There are a few potential
complications with creating a browsing interface for Wikidata, but I
believe they can all be overcome. One complication is that there's no
easy way to know which properties can be filtered on for any class - for
instance that, for pages in the class "country", it makes sense to be
able to filter on "population". It's my belief that Wikidata should
directly store, and make use of, the expected "domain" and "range" for
every property - I've shared this opinion with the Wikidata developers,
who have tended to disagree. But what can be done instead of modifying
Wikidata - and what I think would have to be done for this project to
work - is to create a separate site that scrapes the "domain" data from
Wikidata's property talk pages, stores that information in a database,
and creates an API that returns, for any class name, the "data
structure" for that class - i.e., the set of properties that have that
class in their domain.
(This outside service,
once created, could potentially be used for other things - like
alternate form-based editing of Wikidata entities in which the form had
pre-set fields for each expected property. That's outside the scope of
this potential project, though.)
Another
big complication is the massive amount of data involved. Wikidata has
around 1,000 times the amount of data that the other applications I
listed usually handle. But I think it's all doable, using some
well-placed logic. See this Cargo drilldown interface, for example:
The
"Author" field holds too many values to display on the screen, so it's
just a text input with autocompletion. As you drill down through the
values, though, the set of options gets reduced, and at some point all
the options are shown on the screen. That's the sort of interface logic
that could be used to keep the Wikidata browsing manageable.
A
related complication is the large number of properties that could show
up as filters: if all of them are displayed on the screen, it could
overwhelm the interface.
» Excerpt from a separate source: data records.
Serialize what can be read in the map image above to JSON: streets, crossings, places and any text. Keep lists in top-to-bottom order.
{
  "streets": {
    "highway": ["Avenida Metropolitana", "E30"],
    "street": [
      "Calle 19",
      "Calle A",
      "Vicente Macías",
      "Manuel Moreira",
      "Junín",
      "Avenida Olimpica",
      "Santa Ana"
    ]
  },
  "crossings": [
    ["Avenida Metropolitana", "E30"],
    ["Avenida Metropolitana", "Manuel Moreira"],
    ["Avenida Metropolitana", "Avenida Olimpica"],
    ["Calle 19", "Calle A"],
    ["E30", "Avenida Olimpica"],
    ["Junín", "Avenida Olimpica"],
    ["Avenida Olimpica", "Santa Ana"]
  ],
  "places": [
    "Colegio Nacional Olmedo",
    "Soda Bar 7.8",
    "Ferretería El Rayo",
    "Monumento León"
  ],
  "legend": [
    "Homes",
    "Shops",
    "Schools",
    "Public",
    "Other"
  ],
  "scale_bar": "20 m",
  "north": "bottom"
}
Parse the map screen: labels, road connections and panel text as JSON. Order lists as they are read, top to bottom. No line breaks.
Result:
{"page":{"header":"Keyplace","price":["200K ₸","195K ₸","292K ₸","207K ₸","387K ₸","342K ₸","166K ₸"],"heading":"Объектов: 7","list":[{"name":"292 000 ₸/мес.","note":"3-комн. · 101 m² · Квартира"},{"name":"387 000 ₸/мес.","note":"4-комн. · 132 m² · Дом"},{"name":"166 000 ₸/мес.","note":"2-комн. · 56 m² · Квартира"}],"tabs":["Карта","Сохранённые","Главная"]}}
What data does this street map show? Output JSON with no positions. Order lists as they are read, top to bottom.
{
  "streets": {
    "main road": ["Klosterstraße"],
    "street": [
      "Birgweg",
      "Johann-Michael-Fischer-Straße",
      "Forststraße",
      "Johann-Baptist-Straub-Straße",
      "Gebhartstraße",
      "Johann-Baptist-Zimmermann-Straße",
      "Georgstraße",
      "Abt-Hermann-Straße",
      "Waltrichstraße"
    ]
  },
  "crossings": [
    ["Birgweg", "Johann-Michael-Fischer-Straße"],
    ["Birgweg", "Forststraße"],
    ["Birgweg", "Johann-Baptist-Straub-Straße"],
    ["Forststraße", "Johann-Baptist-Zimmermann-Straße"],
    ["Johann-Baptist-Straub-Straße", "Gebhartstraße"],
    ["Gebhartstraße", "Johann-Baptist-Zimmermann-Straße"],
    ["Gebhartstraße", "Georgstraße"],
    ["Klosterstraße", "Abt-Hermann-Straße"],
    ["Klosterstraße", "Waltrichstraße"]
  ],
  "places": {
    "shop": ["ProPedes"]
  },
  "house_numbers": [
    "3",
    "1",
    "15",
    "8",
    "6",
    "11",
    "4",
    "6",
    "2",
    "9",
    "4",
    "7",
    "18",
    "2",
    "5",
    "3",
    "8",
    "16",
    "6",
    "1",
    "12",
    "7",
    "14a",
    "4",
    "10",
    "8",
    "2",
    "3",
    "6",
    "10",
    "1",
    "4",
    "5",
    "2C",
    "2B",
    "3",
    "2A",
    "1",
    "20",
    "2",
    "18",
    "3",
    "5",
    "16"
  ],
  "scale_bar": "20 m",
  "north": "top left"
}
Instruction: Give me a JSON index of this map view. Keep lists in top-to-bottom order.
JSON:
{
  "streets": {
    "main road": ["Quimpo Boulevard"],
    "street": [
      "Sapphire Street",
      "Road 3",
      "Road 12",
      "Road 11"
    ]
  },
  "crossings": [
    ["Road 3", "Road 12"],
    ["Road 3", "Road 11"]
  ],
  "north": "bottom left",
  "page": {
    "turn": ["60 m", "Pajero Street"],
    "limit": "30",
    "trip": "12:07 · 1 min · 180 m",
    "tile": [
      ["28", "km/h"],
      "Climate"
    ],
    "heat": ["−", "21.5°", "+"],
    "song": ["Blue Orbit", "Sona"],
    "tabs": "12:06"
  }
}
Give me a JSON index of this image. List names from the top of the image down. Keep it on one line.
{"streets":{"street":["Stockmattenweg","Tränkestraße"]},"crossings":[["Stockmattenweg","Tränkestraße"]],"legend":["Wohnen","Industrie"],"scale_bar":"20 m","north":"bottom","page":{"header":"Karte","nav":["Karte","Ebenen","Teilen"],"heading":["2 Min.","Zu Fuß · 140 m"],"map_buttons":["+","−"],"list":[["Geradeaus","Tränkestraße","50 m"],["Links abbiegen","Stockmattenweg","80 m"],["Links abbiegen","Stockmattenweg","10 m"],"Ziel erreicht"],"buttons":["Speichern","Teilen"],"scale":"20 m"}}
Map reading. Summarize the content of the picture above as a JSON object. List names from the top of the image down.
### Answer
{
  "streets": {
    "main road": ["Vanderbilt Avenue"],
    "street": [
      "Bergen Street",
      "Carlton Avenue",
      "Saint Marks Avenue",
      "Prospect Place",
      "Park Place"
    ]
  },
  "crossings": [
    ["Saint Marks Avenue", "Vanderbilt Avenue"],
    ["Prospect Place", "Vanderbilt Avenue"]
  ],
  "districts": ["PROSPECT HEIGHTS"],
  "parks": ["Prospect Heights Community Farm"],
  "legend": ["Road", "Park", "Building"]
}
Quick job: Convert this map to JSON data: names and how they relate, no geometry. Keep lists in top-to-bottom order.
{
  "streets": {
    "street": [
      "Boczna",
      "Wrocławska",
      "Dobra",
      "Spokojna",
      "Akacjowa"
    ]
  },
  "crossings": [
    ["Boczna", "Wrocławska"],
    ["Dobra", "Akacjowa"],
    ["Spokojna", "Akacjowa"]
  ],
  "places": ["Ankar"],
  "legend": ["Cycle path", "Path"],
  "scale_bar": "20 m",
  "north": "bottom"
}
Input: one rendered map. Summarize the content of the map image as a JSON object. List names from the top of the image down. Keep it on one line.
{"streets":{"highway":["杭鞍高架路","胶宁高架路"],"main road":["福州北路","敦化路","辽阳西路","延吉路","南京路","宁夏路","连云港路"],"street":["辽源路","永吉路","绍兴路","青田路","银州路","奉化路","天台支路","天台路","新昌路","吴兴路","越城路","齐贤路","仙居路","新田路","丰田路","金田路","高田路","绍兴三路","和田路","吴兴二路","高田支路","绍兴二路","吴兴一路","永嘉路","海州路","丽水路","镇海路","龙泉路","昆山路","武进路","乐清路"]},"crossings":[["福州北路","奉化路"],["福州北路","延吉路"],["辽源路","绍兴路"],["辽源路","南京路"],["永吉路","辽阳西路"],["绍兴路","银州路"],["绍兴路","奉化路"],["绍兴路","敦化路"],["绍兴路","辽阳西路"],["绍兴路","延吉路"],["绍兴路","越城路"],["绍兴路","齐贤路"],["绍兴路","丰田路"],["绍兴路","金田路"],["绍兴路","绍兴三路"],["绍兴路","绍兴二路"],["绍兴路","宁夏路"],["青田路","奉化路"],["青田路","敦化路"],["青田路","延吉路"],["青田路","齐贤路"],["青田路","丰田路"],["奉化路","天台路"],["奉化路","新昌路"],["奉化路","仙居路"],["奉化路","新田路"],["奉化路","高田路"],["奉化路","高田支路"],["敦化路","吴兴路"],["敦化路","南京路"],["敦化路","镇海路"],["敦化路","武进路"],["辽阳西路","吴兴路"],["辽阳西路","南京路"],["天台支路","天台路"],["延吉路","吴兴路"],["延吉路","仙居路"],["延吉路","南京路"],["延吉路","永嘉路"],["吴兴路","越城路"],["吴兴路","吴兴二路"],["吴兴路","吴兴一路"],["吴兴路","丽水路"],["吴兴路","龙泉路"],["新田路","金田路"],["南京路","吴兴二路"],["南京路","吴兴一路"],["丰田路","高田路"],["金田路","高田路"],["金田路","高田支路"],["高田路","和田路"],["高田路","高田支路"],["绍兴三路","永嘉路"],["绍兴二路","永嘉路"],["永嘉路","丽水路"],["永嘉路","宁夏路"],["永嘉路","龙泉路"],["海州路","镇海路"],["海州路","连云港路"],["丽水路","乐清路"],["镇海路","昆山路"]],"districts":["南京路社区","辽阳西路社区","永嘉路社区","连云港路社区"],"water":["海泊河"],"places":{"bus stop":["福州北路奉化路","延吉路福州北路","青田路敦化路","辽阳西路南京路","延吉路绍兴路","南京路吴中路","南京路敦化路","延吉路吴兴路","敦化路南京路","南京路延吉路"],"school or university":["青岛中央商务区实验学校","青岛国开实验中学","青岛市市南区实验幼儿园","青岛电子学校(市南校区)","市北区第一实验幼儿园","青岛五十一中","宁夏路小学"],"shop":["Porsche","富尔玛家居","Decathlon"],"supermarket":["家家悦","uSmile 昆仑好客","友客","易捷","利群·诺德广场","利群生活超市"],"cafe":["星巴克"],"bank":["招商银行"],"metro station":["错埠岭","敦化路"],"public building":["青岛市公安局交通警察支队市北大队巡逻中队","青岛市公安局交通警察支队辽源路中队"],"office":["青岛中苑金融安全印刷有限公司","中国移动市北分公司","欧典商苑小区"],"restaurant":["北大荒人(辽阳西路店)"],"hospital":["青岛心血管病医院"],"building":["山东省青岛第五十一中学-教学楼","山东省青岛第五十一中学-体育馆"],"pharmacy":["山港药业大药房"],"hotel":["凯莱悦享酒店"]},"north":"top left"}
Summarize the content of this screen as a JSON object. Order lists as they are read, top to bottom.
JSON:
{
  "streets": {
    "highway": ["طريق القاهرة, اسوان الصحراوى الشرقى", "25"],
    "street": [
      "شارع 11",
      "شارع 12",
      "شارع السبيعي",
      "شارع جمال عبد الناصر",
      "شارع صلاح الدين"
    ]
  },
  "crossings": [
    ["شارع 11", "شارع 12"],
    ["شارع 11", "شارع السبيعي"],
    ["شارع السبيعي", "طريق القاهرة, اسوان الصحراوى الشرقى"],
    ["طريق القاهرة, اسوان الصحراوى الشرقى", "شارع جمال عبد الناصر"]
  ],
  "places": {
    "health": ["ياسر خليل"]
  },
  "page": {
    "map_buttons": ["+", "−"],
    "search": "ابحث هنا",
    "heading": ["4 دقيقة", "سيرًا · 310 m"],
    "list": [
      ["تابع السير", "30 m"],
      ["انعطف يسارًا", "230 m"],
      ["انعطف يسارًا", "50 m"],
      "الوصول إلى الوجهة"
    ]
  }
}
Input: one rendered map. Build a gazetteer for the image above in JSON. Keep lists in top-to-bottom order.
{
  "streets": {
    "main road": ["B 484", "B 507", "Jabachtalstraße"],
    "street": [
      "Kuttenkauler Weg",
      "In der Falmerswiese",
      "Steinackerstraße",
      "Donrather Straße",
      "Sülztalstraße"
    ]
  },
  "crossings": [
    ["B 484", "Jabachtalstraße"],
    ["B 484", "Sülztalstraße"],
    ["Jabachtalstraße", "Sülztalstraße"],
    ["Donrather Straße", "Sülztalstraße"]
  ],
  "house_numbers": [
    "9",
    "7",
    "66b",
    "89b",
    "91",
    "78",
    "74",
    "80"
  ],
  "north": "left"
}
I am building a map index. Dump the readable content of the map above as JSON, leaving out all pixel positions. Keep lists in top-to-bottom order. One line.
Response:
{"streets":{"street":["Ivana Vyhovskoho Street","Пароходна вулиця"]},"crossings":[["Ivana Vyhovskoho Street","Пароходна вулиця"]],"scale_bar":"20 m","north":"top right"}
Miga already handles this problem, by
calculating the "diffusion" of each property - the number of unique
values divided by the number of total values - and then only displaying
filters for properties with a small-enough diffusion value. I assume
that this Wikidata browser could use a similar approach - and also
automatically ignore properties of certain types, like "ID", which don't
make sense to drill down on.
Another
complication is that some (or maybe all?) properties can hold values
that are time-specific - the "population" property I mentioned before is
a perfect example of that, since it can hold a different value for
year. I don't know what an ideal solution for that is, but I think it's
fine for now to just always use the most recent value for any such
property.
I believe it would be fairly easy to
"internationalize" this tool, also, by the way - i.e., let the user
select a language, and then show the interface, and as much of the "data
structure" (class and property names) and data as possible, in that
language.
Why do this whole thing? I can think
of a number of important uses this tool could have:
1)
A new way to explore all the data on Wikidata - allowing both
aggregation and finding specific results.
2) A
way to run specific queries, for those who don't know SPARQL or
understand Wikidata's specific data structure. This could open up
Wikidata querying to a wide range of people who otherwise would never be
able to do it.
3) Tied in with that, an API to create SPARQL
queries - I didn't mention this before, but it probably makes sense to
add, to any page in the display, a "View SPARQL" link, which retrieves
the SPARQL query that was used to get the current set of results.
4)
Potentially, a visualization tool - I didn't mention this either, but
Miga shows maps and timelines for data that contain coordinate and date
information, and it makes sense for this tool to do the same thing,
whether that happens in the first version or later.
So
that's my explanation. This is a lot of
information to throw out at one time. Ideally, I would be creating a
whole wiki page for this idea, with mockup images and so forth; and
maybe I'll do that at some point. But for now, I really just wanted to
hear people's general views on this sort of thing. And if some people
think it's a good idea, I'm also very curious to hear what the best
strategy might be to get funding for this. I could try get a Wikimedia
Individual Engagement Grant (IEG) to fund it - that's actually how Miga
was funded - but I wonder if another option is to get Wikimedia
Deutschland itself, or some other organization, to sponsor it, and
perhaps to take ownership of the resulting application. But maybe that's
getting too far ahead.